- ASSIGNED TASK -
What lines below contain the word "Boutique"? Please pull each one out.

- PROVIDED INFORMATION -
= = =
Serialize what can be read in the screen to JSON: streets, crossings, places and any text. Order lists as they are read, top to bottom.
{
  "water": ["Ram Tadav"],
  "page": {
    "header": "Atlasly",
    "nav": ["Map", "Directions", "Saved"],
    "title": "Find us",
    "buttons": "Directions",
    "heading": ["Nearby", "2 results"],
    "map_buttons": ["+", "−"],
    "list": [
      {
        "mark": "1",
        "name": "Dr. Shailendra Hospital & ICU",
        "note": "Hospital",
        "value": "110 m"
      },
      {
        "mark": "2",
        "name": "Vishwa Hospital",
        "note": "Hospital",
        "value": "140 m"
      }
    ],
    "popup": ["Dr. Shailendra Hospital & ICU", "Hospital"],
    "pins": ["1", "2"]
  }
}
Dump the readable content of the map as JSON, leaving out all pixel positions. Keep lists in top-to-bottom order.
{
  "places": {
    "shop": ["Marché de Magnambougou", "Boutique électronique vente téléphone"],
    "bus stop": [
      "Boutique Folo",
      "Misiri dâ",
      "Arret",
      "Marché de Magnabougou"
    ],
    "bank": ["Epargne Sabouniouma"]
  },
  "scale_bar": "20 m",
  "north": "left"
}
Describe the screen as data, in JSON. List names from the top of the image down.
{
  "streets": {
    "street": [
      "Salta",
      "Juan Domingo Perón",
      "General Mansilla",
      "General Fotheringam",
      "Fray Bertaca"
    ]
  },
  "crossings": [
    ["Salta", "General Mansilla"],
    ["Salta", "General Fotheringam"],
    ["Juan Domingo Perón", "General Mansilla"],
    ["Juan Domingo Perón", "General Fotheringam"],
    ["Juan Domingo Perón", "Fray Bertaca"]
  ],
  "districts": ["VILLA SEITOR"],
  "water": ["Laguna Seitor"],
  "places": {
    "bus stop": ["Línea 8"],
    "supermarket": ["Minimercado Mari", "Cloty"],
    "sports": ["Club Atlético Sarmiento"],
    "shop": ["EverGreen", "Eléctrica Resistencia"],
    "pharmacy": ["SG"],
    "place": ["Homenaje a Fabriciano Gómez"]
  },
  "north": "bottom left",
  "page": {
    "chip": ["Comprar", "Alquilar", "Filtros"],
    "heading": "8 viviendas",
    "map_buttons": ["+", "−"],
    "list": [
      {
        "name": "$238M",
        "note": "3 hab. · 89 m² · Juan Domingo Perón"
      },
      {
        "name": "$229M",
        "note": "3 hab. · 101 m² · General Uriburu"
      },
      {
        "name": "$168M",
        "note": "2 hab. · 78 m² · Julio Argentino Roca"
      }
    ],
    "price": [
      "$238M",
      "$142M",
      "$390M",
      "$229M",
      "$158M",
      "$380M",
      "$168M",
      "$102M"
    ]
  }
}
= = =
- SOLUTION FOR THIS EXERCISE -
    "shop": ["Marché de Magnambougou", "Boutique électronique vente téléphone"],
      "Boutique Folo",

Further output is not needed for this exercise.